++++ Dataset excerpts
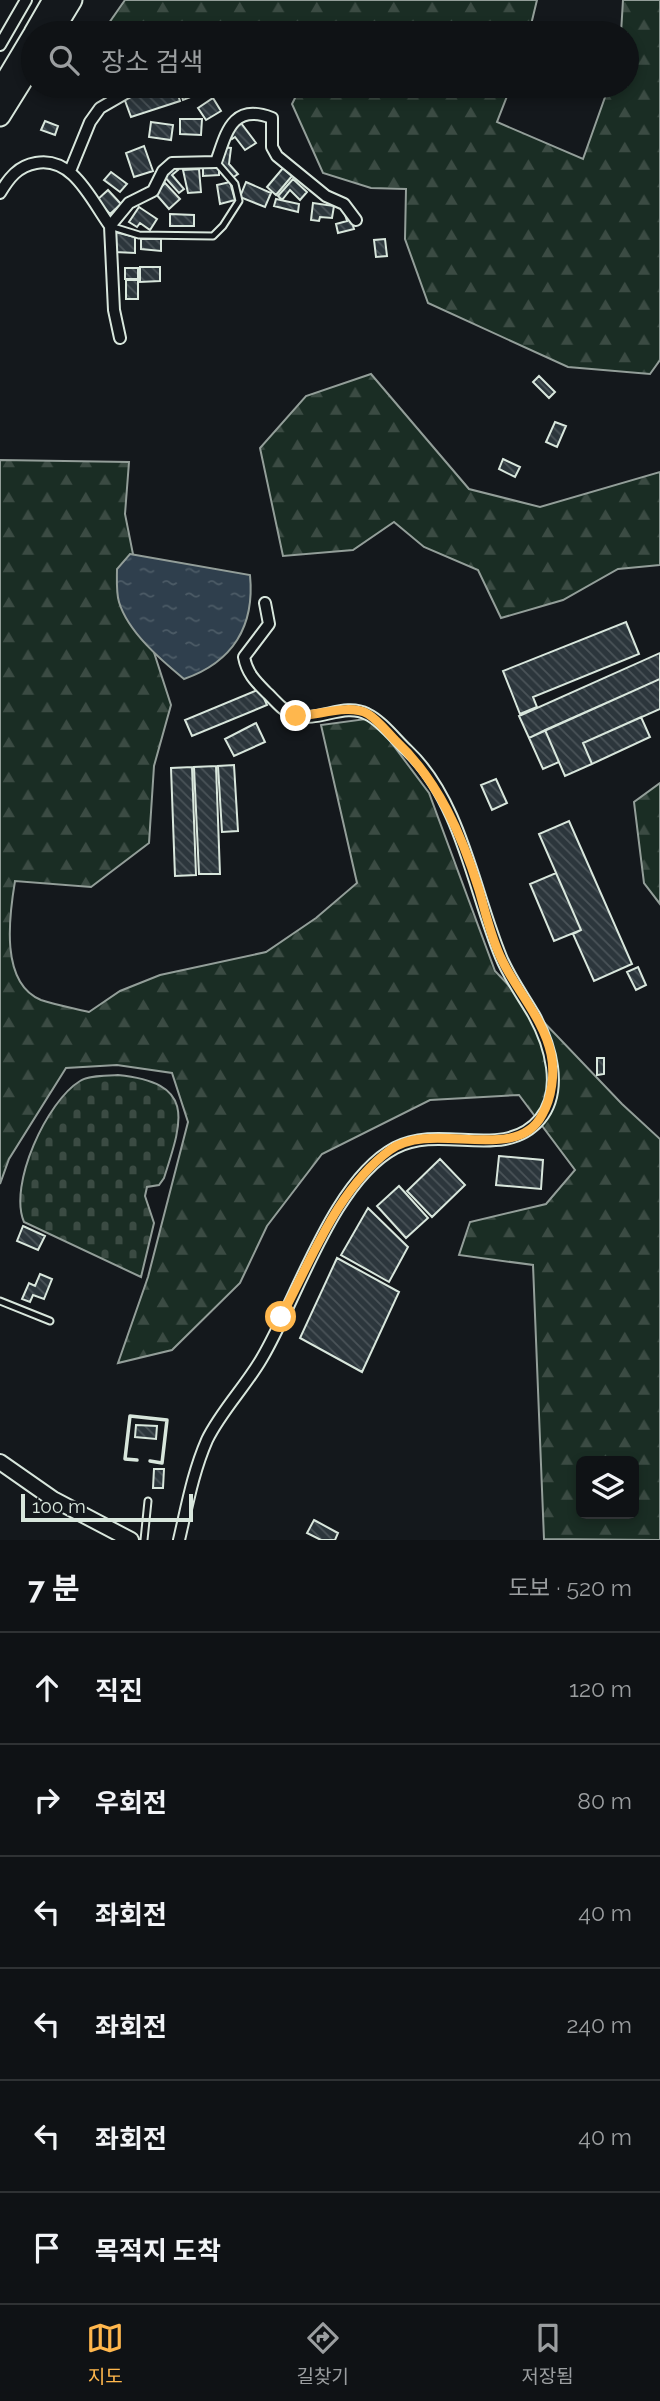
<!DOCTYPE html>
<html lang="ko">
<head>
<meta charset="utf-8">
<style>
	:root { --surface:#0f1215; --page:#1d2022; --text:#f1f3f6; --muted:#9b9ea0; --line:#2f3234; --accent:#ffb74d }
	body { margin:0; font-family:Raleway,"Noto Sans KR",sans-serif; background:var(--page); color:var(--text) }
	.controls { position:absolute; right:21px; bottom:21px; display:grid; overflow:hidden; border-radius:10px; box-shadow:0 4px 10px #0003 }
	.controls button { width:63px; height:63px; display:grid; place-items:center; padding:0; border:0; border-bottom:2px solid var(--line); background:var(--surface); color:var(--text); font:35px sans-serif }
	.scale { position:absolute; left:21px; bottom:18px; width:172px; box-sizing:border-box; padding-left:7px; border:4px solid #d8e6dc; border-top:0; font-size:19px; line-height:24px; white-space:nowrap; color:#d8e6dc; -webkit-text-stroke:5px #14181c; paint-order:stroke }
	.stop { position:absolute; width:21px; height:21px; margin:-16px; border:5px solid #ffb74d; border-radius:50%; background:#fff }
	.stop.end { background:#ffb74d; border-color:#fff; box-shadow:0 2px 7px #0008 }
	.list { margin:0; padding:0; list-style:none }
	h2 { display:flex; justify-content:space-between; align-items:center; height:91px; margin:0; padding:0 28px; font-size:30px }
	h2 small { font-size:23px; font-weight:400; color:var(--muted) }
	.list li { display:grid; grid-template-columns:46px 1fr auto; gap:21px; align-items:center; box-sizing:border-box; height:112px; padding:0 28px; border-top:2px solid var(--line) }
	.list b { display:block; font-size:26px; white-space:nowrap }
	.list em { font-size:23px; font-style:normal; color:var(--muted) }
	.icon { flex:none; width:38px; height:38px; fill:none; stroke:currentColor; stroke-width:2; stroke-linecap:round; stroke-linejoin:round }
	.map { position:relative; flex:none; width:660px; height:1540px; overflow:hidden }
	.search { position:absolute; background:var(--surface); box-shadow:0 4px 10px #0003; left:21px; right:21px; top:21px; height:77px; display:flex; align-items:center; gap:18px; box-sizing:border-box; padding:0 24px; border-radius:38px; color:var(--muted); font-size:26px }
	.sheet { height:763px; background:var(--surface) }
	nav { display:flex; justify-content:space-around; align-items:center; box-sizing:border-box; height:98px; border-top:2px solid var(--line); background:var(--surface); font-size:19px; color:var(--muted) }
	nav a { display:grid; justify-items:center; gap:4px }
	nav .on { color:var(--accent) }
	.map>svg:first-child { display:block }
	.forest { fill:url(#forest-firs); stroke:#939e99; stroke-width:2; fill-rule:evenodd }
	.cemetery { fill:url(#cemetery-stones); stroke:#939e99; stroke-width:2 }
	.water { fill:url(#water-ripples); stroke:#939e99; stroke-width:2 }
	.building { fill:url(#building-back-hatch); stroke:#d8e6dc; stroke-width:2 }
	.lines { fill:none; stroke-linecap:round; stroke-linejoin:round }
	.lane-casing { stroke:#d8e6dc; stroke-width:9 }
	.street-casing { stroke:#d8e6dc; stroke-width:14 }
	.secondary-casing { stroke:#d8e6dc; stroke-width:18 }
	.highway-casing { stroke:#d8e6dc; stroke-width:23 }
	.lane { stroke:#14181c; stroke-width:5 }
	.street { stroke:#14181c; stroke-width:10 }
	.secondary { stroke:#14181c; stroke-width:14 }
	.highway { stroke:#14181c; stroke-width:19 }
	.wall { stroke:#d8e6dc; stroke-width:3.5 }
	.route { stroke:#ffb74d; stroke-width:9 }
</style>
</head>
<body>
<div class="map">
<svg width="660" height="1540" viewBox="0 0 660 1540">
	<defs>
		<pattern id="forest-firs" width="22" height="20" patternUnits="userSpaceOnUse" patternTransform="scale(1.75)"><rect width="22" height="20" fill="#1a2d24"/><path d="M5 1l3.5 6h-7zM16 11l3.5 6h-7z" fill="#3b4b43"/></pattern>
		<pattern id="cemetery-stones" width="16" height="16" patternUnits="userSpaceOnUse" patternTransform="scale(1.75)"><rect width="16" height="16" fill="#1a2d24"/><path d="M2 7V4a2 2 0 0 1 4 0v3zM10 15v-3a2 2 0 0 1 4 0v3z" fill="#3b4b43"/></pattern>
		<pattern id="water-ripples" width="26" height="14" patternUnits="userSpaceOnUse" patternTransform="scale(1.75)"><rect width="26" height="14" fill="#2f3f4d"/><path d="M2 4q2-2 4 0t4 0M15 11q2-2 4 0t4 0" fill="none" stroke="#4c5b66"/></pattern>
		<pattern id="building-back-hatch" width="6" height="6" patternUnits="userSpaceOnUse" patternTransform="scale(1.75)"><rect width="6" height="6" fill="#2c363c"/><path d="M-1 5l2 2M0 0l6 6M5-1l2 2" fill="none" stroke="#4a5358"/></pattern>
	</defs>
	<rect width="100%" height="100%" fill="#14181c"/>
	<path class="forest" d="M125,0h412l-8,33h-427z
		M623,0h37v360l-10,14 -82,-7 -140,-64 -23,-64 1,-50 -35,-1 -48,-15 -31,-69 9,-18h210l-14,36 86,37 26,-73h18v-53h-6z
		M371,374l98,115 71,18 120,-35v93l-42,4 -55,31 -62,18 -23,-48 -54,-23 -30,-25 -41,28 -70,6 -23,-108 46,-52z
		M0,460l129,2 -4,52 25,126 21,65 -17,61 -5,77 -58,44 -76,-6c-6,36 -15,102 26,119 15,5 32,8 48,12l31,-21 40,-16 106,-23 50,-34 41,-35 -36,-158 52,-7 56,75 66,178 127,133 38,35v401l-116,-1 -11,-274 -74,-10 11,-33 76,-18 29,-34 -56,-75 -89,5 -108,54 -55,72 -27,57 -68,67 -54,13 30,-86 40,-155 -16,-49 -55,-8 -51,3 -57,91 -9,25zM581,1461h53v53h-53z
		M660,783v121l-16,-21 -10,-81z"/>
	<path class="cemetery" d="M118,1075c78,8 65,44 46,103l-5,7 -12,2 -2,9 9,27 -13,54 -117,-55c-16,-37 23,-121 56,-141 9,-6 27,-5 38,-6z"/>
	<path class="water" d="M130,554l120,21c5,51 -17,87 -66,104 -23,-19 -56,-47 -65,-77 -3,-10 -2,-22 -2,-33z"/>
	<path class="building" d="M147,86h28l5,15 -49,16 -7,-19 25,-8z
		M193,86l3,9 -13,5 -4,-13z
		M236,86h22v11l-22,-1z
		M213,98l8,13 -15,9 -8,-12z
		M180,119h22l-1,16 -21,-1z
		M45,121l13,5 -3,9 -14,-5z
		M151,122l22,3 -2,15 -22,-3z
		M241,123l15,20 -11,7 -10,-13 -3,2 -4,-7z
		M144,146l9,25 -19,6 -8,-24z
		M222,147l9,1 -2,16 9,10 -6,4 -11,-13z
		M174,166l4,4 -6,5 12,14 -5,4 -16,-18z
		M219,167v8l-16,1v-8z
		M283,168l9,8 -16,19 -9,-8z
		M199,169l2,23 -13,1 -5,-23z
		M111,172l16,12 -7,8 -16,-12z
		M293,179l14,13 -7,8 -10,-10 -8,10 -4,-4z
		M230,182l5,18 -15,4 -3,-19z
		M246,182l25,11 -6,14 -25,-10z
		M165,183l15,16 -11,10 -14,-16z
		M108,190l13,14 -11,10 -13,-14z
		M276,199l23,5 -1,8 -24,-6z
		M313,203l21,3 -2,12 -12,-1 -1,4 -8,-1z
		M139,207l18,12 -7,11 -10,-7 -3,4 -8,-5z
		M344,211l5,1 5,17 -16,4 -2,-9 11,-3z
		M170,214l24,1v11h-24z
		M115,232l20,5v16l-20,-1z
		M141,239h20v12l-20,-2z
		M385,239l2,17 -11,1 -2,-17z
		M140,267h20v14l-20,1z
		M125,268h13v11h-13z
		M126,280h12v19h-12z
		M539,376l16,16 -6,6 -16,-16z
		M555,422l11,4 -9,21 -11,-5z
		M503,459l17,8 -5,10 -16,-8z
		M626,622l13,32 -106,43 4,10 -17,7 -17,-43z
		M660,653v26l-131,59 -10,-22z
		M660,679v30l-77,34 9,21 -27,12 -20,-46z
		M260,689l7,16 -75,31 -7,-16z
		M641,717l9,20 -58,27 -9,-21z
		M256,723l9,19 -31,14 -9,-17z
		M545,730l14,32 -16,7 -14,-31z
		M234,765l4,66 -16,1 -4,-66z
		M216,766l4,108h-21l-5,-107z
		M192,767l4,108 -21,1 -4,-108z
		M496,779l11,24 -15,7 -11,-25z
		M569,821l63,143 -38,17 -21,-47 8,-4 -42,-96z
		M556,873l25,57 -27,11 -24,-57z
		M638,967l8,18 -10,5 -9,-18z
		M597,1058h7v16l-7,1z
		M499,1156l44,4 -2,29 -45,-4z
		M440,1159l25,26 -33,32 -25,-26z
		M399,1186l29,32 -22,20 -29,-32z
		M368,1208l40,39 -19,35 -48,-27z
		M23,1226l22,10 -7,14 -21,-9z
		M337,1258l62,34 -37,80 -62,-34z
		M40,1274l12,5 -8,20 -11,-4 -3,7 -8,-3 7,-16 6,3z
		M136,1425l21,1 -1,13 -21,-2z
		M154,1469h10l-1,19h-10z
		M314,1520l24,13 -3,7h-14l-14,-7z"/>
	<g class="lines">
		<defs>
			<path id="lane" d="M110,226l29,9 74,1 10,-10 16,-25 -4,-17 -18,-21
				M0,1301l50,20
				M144,1540l4,-39"/>
			<path id="street" d="M0,45l26,-45
				M70,171l20,-49 10,-14 38,-22
				M0,193c9,-15 18,-27 36,-30 37,-7 55,37 74,63l19,-23 24,-12 10,-20 9,-8 44,-1c10,-27 15,-60 56,-44v29l5,9 49,40 18,8 12,16
				M110,226l4,84 6,28
				M179,1540c8,-34 14,-68 28,-100 14,-29 39,-54 55,-82 35,-59 71,-177 133,-210 47,-25 109,14 145,-29 24,-29 10,-75 -6,-104 -11,-19 -25,-38 -33,-58 -27,-65 -40,-156 -93,-206 -12,-11 -26,-30 -41,-37 -23,-12 -49,9 -72,1 -12,-3 -20,-15 -29,-23 -11,-11 -19,-19 -22,-35l25,-33 -4,-21"/>
			<path id="secondary" d="M0,1462l53,37 78,41"/>
			<path id="highway" d="M34,33l19,-33
				M52,33l20,-33
				M0,90l33,-55
				M0,116l33,-53"/>
		</defs>
		<use href="#lane" class="lane-casing"/>
		<use href="#street" class="street-casing"/>
		<use href="#secondary" class="secondary-casing"/>
		<use href="#highway" class="highway-casing"/>
		<use href="#lane" class="lane"/>
		<use href="#street" class="street"/>
		<use href="#secondary" class="secondary"/>
		<use href="#highway" class="highway"/>
		<path class="wall" d="M137,1460l-12,-1 5,-43 37,4 -5,43 -12,-2"/>
	</g>
	<g class="lines">
		<path class="route" d="M281,1317c30,-56 56,-128 109,-167 43,-31 126,15 152,-35 10,-17 13,-42 9,-61 -7,-34 -34,-63 -49,-94 -11,-22 -16,-46 -23,-70 -17,-55 -41,-110 -84,-150 -8,-8 -17,-20 -27,-26 -19,-11 -51,2 -72,2"/>
	</g>
</svg>
<div class="controls">
<button><svg class="icon" aria-label="layers" viewBox="0 0 24 24"><path d="M12 4l9 5-9 5-9-5zM3 14l9 5 9-5"/></svg></button>
</div>
<div class="scale">100 m</div>
<div class="stop" style="left:281px;top:1317px"></div>
<div class="stop end" style="left:296px;top:716px"></div>
<div class="search"><svg class="icon" aria-label="search" viewBox="0 0 24 24"><circle cx="10" cy="10" r="6"/><path d="M15 15l6 6"/></svg>장소 검색</div>
</div>
<section class="sheet">
<h2>7 분<small>도보 · 520 m</small></h2>
<ul class="list">
<li><svg class="icon" aria-label="ahead" viewBox="0 0 24 24"><path d="M12 20V5M6 11l6-6 6 6"/></svg><div><b>직진</b></div><em>120 m</em></li>
<li><svg class="icon" aria-label="right" viewBox="0 0 24 24"><path d="M7 20v-9h11M14 6l5 5-5 5"/></svg><div><b>우회전</b></div><em>80 m</em></li>
<li><svg class="icon" aria-label="left" viewBox="0 0 24 24"><path d="M17 20v-9H6M10 6l-5 5 5 5"/></svg><div><b>좌회전</b></div><em>40 m</em></li>
<li><svg class="icon" aria-label="left" viewBox="0 0 24 24"><path d="M17 20v-9H6M10 6l-5 5 5 5"/></svg><div><b>좌회전</b></div><em>240 m</em></li>
<li><svg class="icon" aria-label="left" viewBox="0 0 24 24"><path d="M17 20v-9H6M10 6l-5 5 5 5"/></svg><div><b>좌회전</b></div><em>40 m</em></li>
<li><svg class="icon" aria-label="arrive" viewBox="0 0 24 24"><path d="M6 21V4h12l-3 4 3 4H6"/></svg><div><b>목적지 도착</b></div></li>
</ul>
</section>
<nav>
<a class="on"><svg class="icon" aria-label="map" viewBox="0 0 24 24"><path d="M3 6l6-2 6 2 6-2v14l-6 2-6-2-6 2zM9 4v14M15 6v14"/></svg>지도</a>
<a><svg class="icon" aria-label="directions" viewBox="0 0 24 24"><path d="M12 3l9 9-9 9-9-9zM9 14v-3h6M13 9l2 2-2 2"/></svg>길찾기</a>
<a><svg class="icon" aria-label="saved" viewBox="0 0 24 24"><path d="M7 4h10v16l-5-4-5 4z"/></svg>저장됨</a>
</nav>
</body>
</html>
++++++++
**Your assignment**. Across the data, pull every line containing the string "none".

**Your solution**.
	.list { margin:0; padding:0; list-style:none }
	.icon { flex:none; width:38px; height:38px; fill:none; stroke:currentColor; stroke-width:2; stroke-linecap:round; stroke-linejoin:round }
	.map { position:relative; flex:none; width:660px; height:1540px; overflow:hidden }
	.lines { fill:none; stroke-linecap:round; stroke-linejoin:round }
		<pattern id="water-ripples" width="26" height="14" patternUnits="userSpaceOnUse" patternTransform="scale(1.75)"><rect width="26" height="14" fill="#2f3f4d"/><path d="M2 4q2-2 4 0t4 0M15 11q2-2 4 0t4 0" fill="none" stroke="#4c5b66"/></pattern>
		<pattern id="building-back-hatch" width="6" height="6" patternUnits="userSpaceOnUse" patternTransform="scale(1.75)"><rect width="6" height="6" fill="#2c363c"/><path d="M-1 5l2 2M0 0l6 6M5-1l2 2" fill="none" stroke="#4a5358"/></pattern>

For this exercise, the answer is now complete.